Not that Bootland wasn’t already the best teammate a guy could ever want. He’s always been a player who not only watched your back, but was ready to pick you up whenever he saw that you were down.

“You need guys who keep things happy in the room,” he says. “You can’t be dead serious all the time every day. We wear suits to the game, but that’s enough. We need to relax and have a little fun.

“This is the best time of our lives and you never want to forget these years.”

Even more so, Bootland is out to prove that last season was no fluke.

He worked hard during the off-season to improve his speed, skills and strength, and he’s thrilled to be getting more ice time. He is enjoying the opportunity to showcase what he is capable of contributing to the power play and penalty killing units.

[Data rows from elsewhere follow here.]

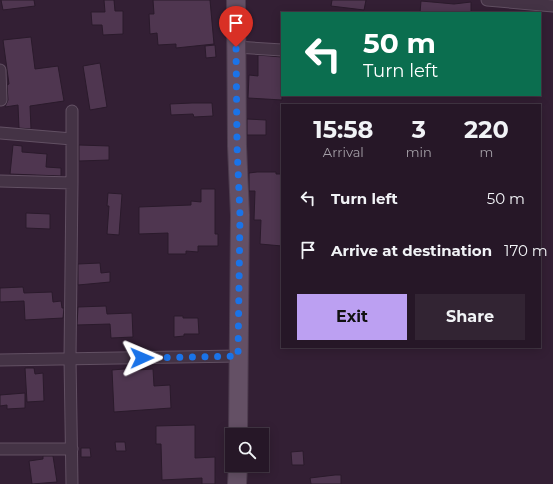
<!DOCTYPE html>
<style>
:root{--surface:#261727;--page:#322433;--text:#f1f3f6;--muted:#a49fa7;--line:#423644;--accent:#bca0f2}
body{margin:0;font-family:Montserrat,sans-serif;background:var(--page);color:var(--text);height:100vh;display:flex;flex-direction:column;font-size:15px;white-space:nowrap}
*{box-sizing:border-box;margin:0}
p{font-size:13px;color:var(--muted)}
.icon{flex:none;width:22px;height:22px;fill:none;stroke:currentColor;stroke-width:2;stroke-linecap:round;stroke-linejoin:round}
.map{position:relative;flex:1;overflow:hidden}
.drawer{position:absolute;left:281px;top:104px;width:260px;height:244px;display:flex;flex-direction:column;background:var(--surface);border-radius:0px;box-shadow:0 2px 10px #0003,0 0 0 1px var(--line)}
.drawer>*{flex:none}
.guide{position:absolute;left:281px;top:12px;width:260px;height:84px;border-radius:0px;box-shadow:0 2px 10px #0003,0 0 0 1px var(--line);background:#0b6e4f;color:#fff;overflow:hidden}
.buttons{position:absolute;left:225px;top:428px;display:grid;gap:8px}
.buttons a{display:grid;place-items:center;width:44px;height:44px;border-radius:0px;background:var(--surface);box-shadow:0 2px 10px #0003,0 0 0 1px var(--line);font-size:20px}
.pin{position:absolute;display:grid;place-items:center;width:34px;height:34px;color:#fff;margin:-41px -17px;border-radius:50% 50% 50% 0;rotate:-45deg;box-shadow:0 0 4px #0007}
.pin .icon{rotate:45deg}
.me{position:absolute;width:44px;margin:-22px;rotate:89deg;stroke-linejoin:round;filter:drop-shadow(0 0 3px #0008)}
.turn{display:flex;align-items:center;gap:14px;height:84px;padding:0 16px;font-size:18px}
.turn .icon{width:52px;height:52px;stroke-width:2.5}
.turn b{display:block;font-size:28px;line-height:34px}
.eta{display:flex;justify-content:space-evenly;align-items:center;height:68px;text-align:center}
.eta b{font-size:24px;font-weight:700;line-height:28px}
.primary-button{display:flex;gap:8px;margin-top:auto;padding:8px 16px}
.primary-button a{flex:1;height:46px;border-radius:0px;background:var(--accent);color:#111;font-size:16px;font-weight:700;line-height:46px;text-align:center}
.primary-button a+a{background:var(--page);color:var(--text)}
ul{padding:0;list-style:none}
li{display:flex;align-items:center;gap:12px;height:52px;padding:0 16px}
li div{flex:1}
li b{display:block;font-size:15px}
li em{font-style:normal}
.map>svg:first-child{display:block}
.building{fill:#4f3650;stroke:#2a1a2b}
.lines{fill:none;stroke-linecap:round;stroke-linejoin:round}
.minor-casing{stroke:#625063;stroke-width:13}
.primary-casing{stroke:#4d3c4e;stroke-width:20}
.minor{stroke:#443345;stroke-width:11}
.primary{stroke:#645065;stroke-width:18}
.route{stroke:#1a73e8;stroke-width:7;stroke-dasharray:0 12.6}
</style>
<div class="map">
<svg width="553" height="484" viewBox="0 0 553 484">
<rect width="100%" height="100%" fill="#331f34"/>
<path class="building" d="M 1,0 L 34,0 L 35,6 L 3,10 Z
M 104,0 L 114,0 L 115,11 L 123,11 L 123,34 L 103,35 L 102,25 L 92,25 L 91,12 L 105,12 Z
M 153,0 L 210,0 L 214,44 L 176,48 L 176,44 L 158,45 L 157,33 L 150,34 L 149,14 L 154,14 Z
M 332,0 L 366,0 L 364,10 L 331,6 Z
M 421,1 L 454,4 L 471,2 L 471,13 L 420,13 Z
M 31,37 L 35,69 L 58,66 L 64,101 L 30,106 L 31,129 L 19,128 L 18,105 L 5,107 L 8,100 L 7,85 L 9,84 L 3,40 Z
M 215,45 L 216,57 L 206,58 L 205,46 Z
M 258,55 L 282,57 L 282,100 L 248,98 L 249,75 L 258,76 Z
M 100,63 L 107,107 L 90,110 L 83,66 Z
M 192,103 L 212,103 L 213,116 L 194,117 L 193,114 L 171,115 L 170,104 Z
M 247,119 L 266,120 L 266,135 L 247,135 Z
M 13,145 L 22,146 L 22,152 L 47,154 L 46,167 L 61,168 L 61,176 L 10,174 Z
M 79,145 L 109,146 L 109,160 L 79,161 Z
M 257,172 L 276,172 L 276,174 L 282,174 L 282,246 L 260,244 L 261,220 L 254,220 L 255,191 L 249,191 L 249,173 Z
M 201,189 L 215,189 L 215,234 L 218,234 L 218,246 L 198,246 L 198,252 L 186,251 L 186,254 L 168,254 L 168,233 L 139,234 L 139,207 L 191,205 L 191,201 L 201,202 Z
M 108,193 L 122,194 L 119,235 L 107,234 L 109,206 L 107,206 Z
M 26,213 L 50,214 L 50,229 L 26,228 Z
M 100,263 L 101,273 L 110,272 L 110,282 L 78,285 L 78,264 Z
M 23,287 L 24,293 L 52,292 L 53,302 L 61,301 L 62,308 L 64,308 L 63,318 L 25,320 L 24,301 L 0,302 L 0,288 Z
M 106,306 L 107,314 L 132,313 L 133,337 L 111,338 L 110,324 L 77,325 L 78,307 Z
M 174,316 L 183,316 L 183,318 L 198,318 L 199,334 L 184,334 L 184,336 L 174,337 Z
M 25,368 L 34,368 L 35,374 L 43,373 L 44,401 L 27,402 Z
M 136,368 L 137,370 L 153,369 L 154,386 L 170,385 L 171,408 L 114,412 L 112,370 Z
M 25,393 L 25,408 L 7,409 L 7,405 L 0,406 L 0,395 Z
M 195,425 L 195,458 L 215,457 L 215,484 L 202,484 L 202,478 L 162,480 L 161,444 L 156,444 L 156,426 Z
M 115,442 L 125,442 L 126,451 L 116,451 Z
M 81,448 L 90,448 L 91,457 L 81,457 Z
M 303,451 L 304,465 L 292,465 L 291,452 Z
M 43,456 L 53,456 L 57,482 L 32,484 L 29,461 L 43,459 Z
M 335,475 L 341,475 L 341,484 L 311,484 L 310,478 Z"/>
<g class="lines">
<g class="minor-casing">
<path id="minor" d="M 487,0 L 553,6
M 236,47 L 282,50
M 0,70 L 1,100
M 0,133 L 72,139
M 0,181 L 72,183 L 70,358 L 72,484
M 72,183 L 72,111
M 0,360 L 238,356
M 0,449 L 72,449"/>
</g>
<g class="primary-casing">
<path id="primary" d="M 236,0 L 237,146 L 240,215 L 238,435
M 237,484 L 238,465"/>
</g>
<use href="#minor" class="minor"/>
<use href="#primary" class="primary"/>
</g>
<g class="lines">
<path class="route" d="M 142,358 L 238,356 L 240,215 L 237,146 L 236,47"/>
</g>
</svg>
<div class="buttons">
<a><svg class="icon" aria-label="search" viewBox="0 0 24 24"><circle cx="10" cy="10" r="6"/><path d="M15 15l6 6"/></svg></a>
</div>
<div class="pin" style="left:236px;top:47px;background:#d93025"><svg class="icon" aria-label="arrive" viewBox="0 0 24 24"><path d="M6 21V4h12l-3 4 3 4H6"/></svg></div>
<svg class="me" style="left:142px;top:358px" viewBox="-20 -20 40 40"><path d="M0-17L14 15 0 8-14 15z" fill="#1a73e8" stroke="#fff" stroke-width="4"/></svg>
<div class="guide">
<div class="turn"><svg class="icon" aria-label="left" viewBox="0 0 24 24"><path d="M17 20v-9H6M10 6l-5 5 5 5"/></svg><div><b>50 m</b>Turn left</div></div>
</div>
<section class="drawer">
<div class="eta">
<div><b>15:58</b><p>Arrival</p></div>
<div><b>3</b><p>min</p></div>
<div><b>220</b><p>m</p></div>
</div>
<ul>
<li><svg class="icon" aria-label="left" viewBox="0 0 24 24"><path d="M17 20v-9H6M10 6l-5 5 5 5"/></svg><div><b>Turn left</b></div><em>50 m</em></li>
<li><svg class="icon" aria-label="arrive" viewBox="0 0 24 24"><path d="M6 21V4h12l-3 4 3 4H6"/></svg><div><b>Arrive at destination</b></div><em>170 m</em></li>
</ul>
<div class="primary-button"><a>Exit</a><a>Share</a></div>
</section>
</div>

Whatever his role, he’s willing to fight for every minute of playing time.

“You live your whole life to be a pro hockey player and to be here and to make the money we do. It doesn’t get any better,” Bootland says. “You want to go out there and enjoy yourself as much as possible.”

Bootland says making it to the NHL meant a lot to his family, especially his father and brother Nick, who is a regular for the Cleveland Barons this season.

“I got my dad down to the (Detroit) dressing room a couple of times and he met a lot of the guys,” Bootland says. “It was his dream to play in the NHL and if he had to say one of his boys was going to make it, it probably would have been my brother.

“Nick was the hardest working guy on every team he ever played on.”

Although they crossed paths in the East Coast Hockey League and they’ve faced each other in the American Hockey League, the brothers have never squared off and dropped their gloves.

Not that Darryl hasn’t tried coercing his older brother (by nearly three years) into mixing things up.

“If we had to do it, I think I’d be trying to hide from those big hands of his,” Bootland says. “I think he’s a bit stronger than me, but I don’t know how good a fighter he is, so we’ll have to find out someday.

“We’ve got to get in The Hockey News some way, right?”